The WCFS Group-specific ORFans are found in the genomes of L. plantarum, L. brevis, L. fermentum, L. reuteri and L. salivarius. There are only four of these detected and three of these encode hypothetical proteins. The remaining one is represented by Lp_2528 in L. plantarum and is annotated in various ways, including a dioxygenase, a bleomycin resistance protein and a lactoylglutathione lyase glyoxalase. The latter is likely to be the correct annotation based on extensive blast analysis and lactoylglutathione lyase is involved in the detoxification of methylglyoxal, a highly toxic byproduct of triosephosphates that are abundant glycolytic intermediates in lactobacilli. Recently, it has been observed that in S. mutans the lactoylglutathione lyase glyoxalase gene was upregulated during acid stress while its inactivation results in loss of acid resistance (Korithoski et al., 2007). It is tempting to speculate that members of the WCFS group that include species that are known to tolerate acidity below pH 3 have adapted a specific form of acid resistance effected by a highly related lactoylglutathione lyase glyoxalase.

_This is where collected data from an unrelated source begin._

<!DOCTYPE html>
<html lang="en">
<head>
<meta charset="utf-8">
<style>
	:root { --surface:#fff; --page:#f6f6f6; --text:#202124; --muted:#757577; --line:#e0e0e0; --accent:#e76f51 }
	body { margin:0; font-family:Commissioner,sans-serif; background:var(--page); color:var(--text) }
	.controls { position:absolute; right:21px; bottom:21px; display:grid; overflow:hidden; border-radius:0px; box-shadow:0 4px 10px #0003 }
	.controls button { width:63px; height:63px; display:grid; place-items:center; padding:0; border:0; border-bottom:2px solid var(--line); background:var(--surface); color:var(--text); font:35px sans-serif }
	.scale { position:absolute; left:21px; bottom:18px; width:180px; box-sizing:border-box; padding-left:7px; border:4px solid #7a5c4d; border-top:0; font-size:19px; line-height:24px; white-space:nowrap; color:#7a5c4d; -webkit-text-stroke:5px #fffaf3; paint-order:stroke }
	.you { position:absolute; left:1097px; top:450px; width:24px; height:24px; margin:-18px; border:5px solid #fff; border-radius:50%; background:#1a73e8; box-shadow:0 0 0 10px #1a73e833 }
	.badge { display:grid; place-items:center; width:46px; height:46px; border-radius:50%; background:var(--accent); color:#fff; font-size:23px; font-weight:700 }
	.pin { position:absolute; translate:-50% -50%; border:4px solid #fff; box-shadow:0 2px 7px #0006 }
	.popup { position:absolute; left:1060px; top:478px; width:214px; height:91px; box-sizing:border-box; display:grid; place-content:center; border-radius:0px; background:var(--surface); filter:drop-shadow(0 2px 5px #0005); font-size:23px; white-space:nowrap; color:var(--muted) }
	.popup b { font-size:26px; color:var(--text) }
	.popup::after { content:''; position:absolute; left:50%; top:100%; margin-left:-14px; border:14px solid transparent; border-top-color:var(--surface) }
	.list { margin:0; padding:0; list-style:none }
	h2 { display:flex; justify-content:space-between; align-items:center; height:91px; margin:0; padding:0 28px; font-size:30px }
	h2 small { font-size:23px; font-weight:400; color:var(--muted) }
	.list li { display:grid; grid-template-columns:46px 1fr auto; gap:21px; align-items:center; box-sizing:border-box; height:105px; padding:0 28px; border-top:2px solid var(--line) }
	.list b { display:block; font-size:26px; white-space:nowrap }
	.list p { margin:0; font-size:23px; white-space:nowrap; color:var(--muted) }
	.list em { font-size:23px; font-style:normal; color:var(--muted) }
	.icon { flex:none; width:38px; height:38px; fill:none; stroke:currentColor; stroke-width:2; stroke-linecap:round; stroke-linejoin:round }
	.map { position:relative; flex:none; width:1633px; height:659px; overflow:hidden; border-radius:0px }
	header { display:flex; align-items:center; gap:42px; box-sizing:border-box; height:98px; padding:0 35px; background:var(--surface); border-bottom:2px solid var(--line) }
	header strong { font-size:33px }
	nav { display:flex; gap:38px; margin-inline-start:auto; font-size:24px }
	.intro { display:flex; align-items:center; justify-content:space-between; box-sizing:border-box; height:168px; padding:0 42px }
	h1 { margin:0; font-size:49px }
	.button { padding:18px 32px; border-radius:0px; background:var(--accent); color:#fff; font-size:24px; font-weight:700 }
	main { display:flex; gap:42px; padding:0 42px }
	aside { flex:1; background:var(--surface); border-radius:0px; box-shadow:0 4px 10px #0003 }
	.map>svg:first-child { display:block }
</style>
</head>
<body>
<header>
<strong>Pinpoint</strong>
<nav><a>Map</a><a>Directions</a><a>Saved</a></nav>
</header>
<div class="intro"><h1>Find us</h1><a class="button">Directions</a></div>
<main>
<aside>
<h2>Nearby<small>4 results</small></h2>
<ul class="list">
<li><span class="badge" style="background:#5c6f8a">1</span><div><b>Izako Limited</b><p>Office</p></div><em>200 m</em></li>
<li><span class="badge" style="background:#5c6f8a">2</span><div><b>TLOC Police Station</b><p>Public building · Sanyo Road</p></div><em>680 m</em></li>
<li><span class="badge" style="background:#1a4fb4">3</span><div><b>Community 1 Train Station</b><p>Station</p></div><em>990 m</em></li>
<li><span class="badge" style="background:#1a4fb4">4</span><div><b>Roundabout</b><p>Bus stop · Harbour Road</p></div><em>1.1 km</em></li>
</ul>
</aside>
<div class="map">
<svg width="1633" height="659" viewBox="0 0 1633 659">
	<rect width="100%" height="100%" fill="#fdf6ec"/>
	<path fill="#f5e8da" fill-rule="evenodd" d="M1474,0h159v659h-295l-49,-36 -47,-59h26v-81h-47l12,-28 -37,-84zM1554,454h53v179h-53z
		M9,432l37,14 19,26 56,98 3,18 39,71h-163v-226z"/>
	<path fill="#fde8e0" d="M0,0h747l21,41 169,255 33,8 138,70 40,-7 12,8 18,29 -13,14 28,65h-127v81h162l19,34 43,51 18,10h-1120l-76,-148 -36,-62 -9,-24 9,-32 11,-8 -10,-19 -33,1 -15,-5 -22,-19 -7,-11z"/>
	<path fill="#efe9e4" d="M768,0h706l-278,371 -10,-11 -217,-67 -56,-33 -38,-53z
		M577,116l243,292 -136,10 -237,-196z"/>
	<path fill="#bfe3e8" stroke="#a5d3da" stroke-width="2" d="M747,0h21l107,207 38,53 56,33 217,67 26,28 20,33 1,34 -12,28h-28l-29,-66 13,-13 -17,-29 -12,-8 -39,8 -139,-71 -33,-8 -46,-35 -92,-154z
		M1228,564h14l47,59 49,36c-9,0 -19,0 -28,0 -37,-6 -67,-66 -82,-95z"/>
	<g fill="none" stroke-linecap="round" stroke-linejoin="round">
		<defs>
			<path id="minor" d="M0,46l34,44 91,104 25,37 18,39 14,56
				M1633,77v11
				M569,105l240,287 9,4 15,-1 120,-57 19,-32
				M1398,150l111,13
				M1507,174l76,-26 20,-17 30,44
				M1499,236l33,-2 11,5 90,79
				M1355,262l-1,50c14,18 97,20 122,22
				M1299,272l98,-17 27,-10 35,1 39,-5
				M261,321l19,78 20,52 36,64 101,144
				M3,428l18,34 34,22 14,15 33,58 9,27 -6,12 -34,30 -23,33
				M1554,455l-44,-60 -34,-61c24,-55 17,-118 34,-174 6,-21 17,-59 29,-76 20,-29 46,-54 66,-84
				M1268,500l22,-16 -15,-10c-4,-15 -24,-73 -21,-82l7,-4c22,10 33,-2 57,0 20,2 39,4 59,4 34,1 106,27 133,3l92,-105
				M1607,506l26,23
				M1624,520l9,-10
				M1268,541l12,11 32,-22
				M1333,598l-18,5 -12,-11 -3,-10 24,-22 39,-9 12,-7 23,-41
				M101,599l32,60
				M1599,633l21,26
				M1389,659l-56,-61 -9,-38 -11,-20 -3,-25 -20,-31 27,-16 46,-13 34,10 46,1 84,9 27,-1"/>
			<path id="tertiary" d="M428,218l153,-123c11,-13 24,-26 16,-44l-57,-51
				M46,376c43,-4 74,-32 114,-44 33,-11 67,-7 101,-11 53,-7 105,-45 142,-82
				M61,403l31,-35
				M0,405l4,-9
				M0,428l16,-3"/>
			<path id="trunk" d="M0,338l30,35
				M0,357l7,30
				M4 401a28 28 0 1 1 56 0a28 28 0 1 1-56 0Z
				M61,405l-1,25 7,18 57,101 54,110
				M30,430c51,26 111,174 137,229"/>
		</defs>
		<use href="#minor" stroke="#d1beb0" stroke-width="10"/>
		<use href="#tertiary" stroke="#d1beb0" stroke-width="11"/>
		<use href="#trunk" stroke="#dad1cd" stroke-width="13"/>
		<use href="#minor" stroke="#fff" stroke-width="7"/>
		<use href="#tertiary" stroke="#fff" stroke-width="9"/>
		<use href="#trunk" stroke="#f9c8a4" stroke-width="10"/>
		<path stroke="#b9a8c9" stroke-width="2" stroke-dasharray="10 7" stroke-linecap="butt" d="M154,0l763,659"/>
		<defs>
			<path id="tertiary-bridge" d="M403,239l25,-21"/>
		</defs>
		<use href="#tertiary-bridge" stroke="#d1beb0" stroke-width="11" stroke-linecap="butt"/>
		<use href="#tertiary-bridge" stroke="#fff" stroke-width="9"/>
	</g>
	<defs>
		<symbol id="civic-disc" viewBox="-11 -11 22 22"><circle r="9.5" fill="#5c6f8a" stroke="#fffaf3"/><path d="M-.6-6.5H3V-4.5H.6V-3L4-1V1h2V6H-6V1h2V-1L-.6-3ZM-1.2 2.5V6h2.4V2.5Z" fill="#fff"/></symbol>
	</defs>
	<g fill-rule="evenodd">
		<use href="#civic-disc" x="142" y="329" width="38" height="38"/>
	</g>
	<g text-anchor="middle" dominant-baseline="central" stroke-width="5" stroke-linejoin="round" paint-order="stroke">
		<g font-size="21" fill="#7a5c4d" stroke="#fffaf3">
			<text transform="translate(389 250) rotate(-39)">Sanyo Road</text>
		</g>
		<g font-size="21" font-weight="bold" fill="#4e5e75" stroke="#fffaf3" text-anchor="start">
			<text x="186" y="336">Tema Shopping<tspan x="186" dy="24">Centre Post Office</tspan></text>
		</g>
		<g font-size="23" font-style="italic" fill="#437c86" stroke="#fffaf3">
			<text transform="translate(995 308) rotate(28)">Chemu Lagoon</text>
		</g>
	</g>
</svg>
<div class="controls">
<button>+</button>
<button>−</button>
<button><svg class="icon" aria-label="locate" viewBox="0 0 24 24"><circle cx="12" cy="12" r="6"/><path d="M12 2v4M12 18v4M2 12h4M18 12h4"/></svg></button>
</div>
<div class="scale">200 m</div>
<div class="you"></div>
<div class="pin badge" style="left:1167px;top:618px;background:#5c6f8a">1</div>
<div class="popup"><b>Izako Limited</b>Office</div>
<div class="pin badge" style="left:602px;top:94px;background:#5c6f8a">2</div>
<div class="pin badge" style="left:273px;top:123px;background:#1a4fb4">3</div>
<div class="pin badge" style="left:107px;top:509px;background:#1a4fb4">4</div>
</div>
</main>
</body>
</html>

The GG group includes L. rhamnosus, L. casei and L. sakei, and the GG group-specific Orfans include 30 genes from which 15 code for hypothetical proteins. Many of the annotated ones have discrete features in spite of their small size. These include LGG02390, a small hydrophobic protein coding for bacteriocin immunity. In L. sakei this is likely to be Sakacin P but its function in L. rhamnosus GG is not clear – while a potential bacteriocin operon was predicted from the genome (Kankainen et al., 2009) as experimental analysis suggested that this strain does not seem to produce bacteriocins (De Keersmaecker et al., 2006). However, this may be due to the laboratory growth conditions employed in this study that are known to induce different gene expression than the intestinal environment (Marco et al., 2010). Another small protein is that encoded by LGG01384 in L. rhamnosus GG which has all features of a 4Fe-4S ferredoxin, found in many anaerobic bacteria and archaea. The question remains in what redox reaction this ferredoxin is involved, as the members of the GG group are considered to grow only by fermentation and do not respire.

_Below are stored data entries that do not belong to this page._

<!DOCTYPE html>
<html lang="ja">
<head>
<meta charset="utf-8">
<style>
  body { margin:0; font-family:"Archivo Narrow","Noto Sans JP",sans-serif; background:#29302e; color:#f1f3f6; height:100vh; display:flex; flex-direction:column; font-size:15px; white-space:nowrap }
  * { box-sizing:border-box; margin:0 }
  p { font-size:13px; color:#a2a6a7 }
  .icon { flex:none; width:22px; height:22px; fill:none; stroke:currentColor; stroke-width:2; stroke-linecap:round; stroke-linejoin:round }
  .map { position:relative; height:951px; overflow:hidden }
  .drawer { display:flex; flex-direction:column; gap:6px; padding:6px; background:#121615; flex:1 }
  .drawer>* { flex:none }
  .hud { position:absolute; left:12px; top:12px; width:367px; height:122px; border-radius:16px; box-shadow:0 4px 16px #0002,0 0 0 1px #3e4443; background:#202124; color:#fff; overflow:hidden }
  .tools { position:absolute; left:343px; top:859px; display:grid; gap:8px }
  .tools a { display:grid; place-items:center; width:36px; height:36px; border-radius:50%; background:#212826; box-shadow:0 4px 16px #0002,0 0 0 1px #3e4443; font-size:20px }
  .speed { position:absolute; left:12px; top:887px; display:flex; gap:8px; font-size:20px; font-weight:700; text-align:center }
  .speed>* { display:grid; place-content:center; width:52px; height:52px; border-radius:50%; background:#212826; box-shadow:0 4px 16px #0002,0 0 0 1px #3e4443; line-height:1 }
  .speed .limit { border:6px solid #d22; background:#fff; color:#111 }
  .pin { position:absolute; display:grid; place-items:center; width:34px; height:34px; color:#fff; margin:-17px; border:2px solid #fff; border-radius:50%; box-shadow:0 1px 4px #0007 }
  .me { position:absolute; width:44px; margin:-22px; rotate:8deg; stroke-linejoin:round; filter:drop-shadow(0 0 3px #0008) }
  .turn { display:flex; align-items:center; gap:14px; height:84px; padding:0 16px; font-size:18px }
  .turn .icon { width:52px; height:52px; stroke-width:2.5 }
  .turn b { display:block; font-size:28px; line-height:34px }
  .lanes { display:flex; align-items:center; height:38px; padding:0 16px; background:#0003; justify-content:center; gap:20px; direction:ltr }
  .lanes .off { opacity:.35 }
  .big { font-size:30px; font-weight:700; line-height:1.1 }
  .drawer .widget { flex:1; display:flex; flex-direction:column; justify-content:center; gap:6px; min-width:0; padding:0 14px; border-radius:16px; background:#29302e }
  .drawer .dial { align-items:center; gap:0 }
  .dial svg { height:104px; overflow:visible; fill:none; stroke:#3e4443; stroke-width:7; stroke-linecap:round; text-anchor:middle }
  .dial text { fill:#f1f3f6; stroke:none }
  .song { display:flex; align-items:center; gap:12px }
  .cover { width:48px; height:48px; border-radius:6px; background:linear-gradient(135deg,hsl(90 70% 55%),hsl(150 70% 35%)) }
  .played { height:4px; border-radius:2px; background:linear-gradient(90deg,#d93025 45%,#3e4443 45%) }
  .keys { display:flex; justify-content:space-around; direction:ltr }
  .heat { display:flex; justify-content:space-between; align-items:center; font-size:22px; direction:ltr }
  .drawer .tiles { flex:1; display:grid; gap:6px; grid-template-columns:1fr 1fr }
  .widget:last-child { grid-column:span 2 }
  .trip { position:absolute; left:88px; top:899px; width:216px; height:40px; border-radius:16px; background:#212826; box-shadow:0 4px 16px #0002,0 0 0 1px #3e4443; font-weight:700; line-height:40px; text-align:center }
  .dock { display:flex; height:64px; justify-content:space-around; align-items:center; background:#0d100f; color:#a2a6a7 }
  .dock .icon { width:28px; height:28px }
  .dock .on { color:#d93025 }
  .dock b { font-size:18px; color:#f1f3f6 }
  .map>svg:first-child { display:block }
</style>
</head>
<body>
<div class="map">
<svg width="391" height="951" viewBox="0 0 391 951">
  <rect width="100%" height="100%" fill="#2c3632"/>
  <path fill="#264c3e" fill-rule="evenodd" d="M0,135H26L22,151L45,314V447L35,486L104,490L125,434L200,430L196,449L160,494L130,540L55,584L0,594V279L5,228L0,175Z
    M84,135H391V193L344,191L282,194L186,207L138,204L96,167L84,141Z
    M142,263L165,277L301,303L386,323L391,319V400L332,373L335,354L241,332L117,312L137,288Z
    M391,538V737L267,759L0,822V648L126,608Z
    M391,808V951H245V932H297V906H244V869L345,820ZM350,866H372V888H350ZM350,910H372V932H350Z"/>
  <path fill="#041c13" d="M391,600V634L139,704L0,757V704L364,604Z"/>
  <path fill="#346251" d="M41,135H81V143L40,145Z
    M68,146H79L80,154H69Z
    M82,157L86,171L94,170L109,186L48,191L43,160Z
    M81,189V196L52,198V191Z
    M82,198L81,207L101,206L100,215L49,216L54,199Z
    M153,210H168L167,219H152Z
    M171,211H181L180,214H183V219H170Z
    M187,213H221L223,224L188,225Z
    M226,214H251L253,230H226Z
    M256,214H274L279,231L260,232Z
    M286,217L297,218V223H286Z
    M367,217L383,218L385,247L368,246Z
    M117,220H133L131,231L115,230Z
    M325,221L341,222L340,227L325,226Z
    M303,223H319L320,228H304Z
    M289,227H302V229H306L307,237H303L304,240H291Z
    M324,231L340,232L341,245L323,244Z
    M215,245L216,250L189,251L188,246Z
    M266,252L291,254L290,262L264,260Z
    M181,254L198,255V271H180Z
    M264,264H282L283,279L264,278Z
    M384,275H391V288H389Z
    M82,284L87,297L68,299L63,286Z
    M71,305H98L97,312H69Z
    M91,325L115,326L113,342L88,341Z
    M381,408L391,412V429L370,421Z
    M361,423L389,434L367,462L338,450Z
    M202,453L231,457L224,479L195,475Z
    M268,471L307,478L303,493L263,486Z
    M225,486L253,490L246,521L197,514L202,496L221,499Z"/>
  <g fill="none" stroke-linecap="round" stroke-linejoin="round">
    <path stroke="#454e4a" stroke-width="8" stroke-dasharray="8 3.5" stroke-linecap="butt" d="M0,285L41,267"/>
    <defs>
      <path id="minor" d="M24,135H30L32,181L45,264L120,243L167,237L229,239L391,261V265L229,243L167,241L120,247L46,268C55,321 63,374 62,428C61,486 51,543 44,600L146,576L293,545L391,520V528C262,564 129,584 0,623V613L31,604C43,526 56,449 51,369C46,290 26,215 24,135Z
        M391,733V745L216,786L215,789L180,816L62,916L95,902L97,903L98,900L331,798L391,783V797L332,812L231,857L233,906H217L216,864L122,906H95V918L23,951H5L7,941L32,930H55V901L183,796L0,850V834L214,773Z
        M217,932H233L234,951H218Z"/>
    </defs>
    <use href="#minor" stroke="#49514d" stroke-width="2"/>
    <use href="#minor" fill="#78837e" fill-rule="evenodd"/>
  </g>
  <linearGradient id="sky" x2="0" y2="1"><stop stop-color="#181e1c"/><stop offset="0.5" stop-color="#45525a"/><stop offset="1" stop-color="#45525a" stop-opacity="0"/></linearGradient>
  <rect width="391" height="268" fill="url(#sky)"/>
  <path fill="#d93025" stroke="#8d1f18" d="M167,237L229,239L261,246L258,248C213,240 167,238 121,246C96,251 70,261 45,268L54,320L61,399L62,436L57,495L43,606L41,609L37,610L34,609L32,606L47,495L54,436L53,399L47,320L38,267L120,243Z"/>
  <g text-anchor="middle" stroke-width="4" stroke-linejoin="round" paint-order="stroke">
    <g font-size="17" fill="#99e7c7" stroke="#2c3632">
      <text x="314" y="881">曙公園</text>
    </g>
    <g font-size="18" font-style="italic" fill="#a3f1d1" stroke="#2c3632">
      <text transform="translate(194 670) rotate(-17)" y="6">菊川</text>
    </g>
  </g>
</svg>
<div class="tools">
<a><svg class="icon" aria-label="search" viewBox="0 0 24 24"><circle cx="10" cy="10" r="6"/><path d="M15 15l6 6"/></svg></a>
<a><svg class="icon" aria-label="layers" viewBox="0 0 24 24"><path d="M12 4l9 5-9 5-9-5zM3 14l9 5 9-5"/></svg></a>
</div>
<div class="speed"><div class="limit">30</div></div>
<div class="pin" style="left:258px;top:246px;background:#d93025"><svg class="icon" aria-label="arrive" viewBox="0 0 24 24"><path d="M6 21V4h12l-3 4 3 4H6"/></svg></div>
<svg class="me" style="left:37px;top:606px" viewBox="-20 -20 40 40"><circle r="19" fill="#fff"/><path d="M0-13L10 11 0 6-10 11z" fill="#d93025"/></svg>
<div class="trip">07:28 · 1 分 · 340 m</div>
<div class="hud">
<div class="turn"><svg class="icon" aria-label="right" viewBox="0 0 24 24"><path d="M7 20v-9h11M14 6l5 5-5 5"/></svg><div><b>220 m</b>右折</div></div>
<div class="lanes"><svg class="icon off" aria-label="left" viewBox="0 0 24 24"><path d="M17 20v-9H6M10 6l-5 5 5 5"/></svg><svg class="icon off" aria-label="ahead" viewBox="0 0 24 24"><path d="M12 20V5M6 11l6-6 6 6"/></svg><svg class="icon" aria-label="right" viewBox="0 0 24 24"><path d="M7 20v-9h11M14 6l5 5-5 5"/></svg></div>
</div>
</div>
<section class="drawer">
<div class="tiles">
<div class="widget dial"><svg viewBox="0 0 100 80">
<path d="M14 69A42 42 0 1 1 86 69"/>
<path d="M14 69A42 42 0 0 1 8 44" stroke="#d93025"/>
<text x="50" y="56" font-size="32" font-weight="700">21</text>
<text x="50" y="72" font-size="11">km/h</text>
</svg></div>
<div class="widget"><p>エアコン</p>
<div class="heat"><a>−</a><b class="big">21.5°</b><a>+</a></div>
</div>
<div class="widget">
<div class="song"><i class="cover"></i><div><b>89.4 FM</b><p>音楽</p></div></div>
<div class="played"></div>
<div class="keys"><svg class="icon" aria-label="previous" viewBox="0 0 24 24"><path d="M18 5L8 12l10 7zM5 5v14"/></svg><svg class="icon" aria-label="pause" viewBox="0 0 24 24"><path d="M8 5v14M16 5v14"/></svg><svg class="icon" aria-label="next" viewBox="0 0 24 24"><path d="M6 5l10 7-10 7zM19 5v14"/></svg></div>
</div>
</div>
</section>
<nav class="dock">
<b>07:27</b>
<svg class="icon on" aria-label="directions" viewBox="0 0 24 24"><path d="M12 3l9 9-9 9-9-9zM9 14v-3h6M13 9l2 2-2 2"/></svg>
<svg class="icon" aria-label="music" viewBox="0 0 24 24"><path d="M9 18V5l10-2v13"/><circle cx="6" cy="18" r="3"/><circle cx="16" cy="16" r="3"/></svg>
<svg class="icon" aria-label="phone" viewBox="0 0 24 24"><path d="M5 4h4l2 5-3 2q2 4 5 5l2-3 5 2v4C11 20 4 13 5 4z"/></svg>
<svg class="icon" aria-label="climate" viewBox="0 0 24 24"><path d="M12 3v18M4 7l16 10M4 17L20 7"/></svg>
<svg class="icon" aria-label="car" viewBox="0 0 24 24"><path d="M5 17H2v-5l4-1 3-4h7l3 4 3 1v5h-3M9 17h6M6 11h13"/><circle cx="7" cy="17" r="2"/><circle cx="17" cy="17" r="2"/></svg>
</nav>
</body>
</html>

In our analysis we could not identify any niche-specific genes when considering the source of the isolated strains. Such genes were previously reported for the analysis of a smaller set of genomes (O'Sullivan et al., 2009). All the nine niche-specific genes identified in that study were found to be present in other niches as well based on the present set of Lactobacillus genomes. However, it remains to be seen whether the source of isolation is really the natural niche, the more so as some species, such as L. plantarum, are found in plant fermentations, dairy products and the intestinal tract (De-Vries et al., 2006). Within this cosmopolitan species, a set of characteristic genes can be detected, as was already indicated by complete genome hybridization (Molenaar et al., 2005). The observation that many L. plantarum genes are expressed in the intestine of humans and mice but are transcriptionally silent in laboratory media indicate the presence of a core of genes specific for the intestinal niche (Bron et al., 2004; Marco et al., 2010). Further comparative and functional genome sequencing will show whether more of these niche-specific genes can be detected and how widely these are distributed.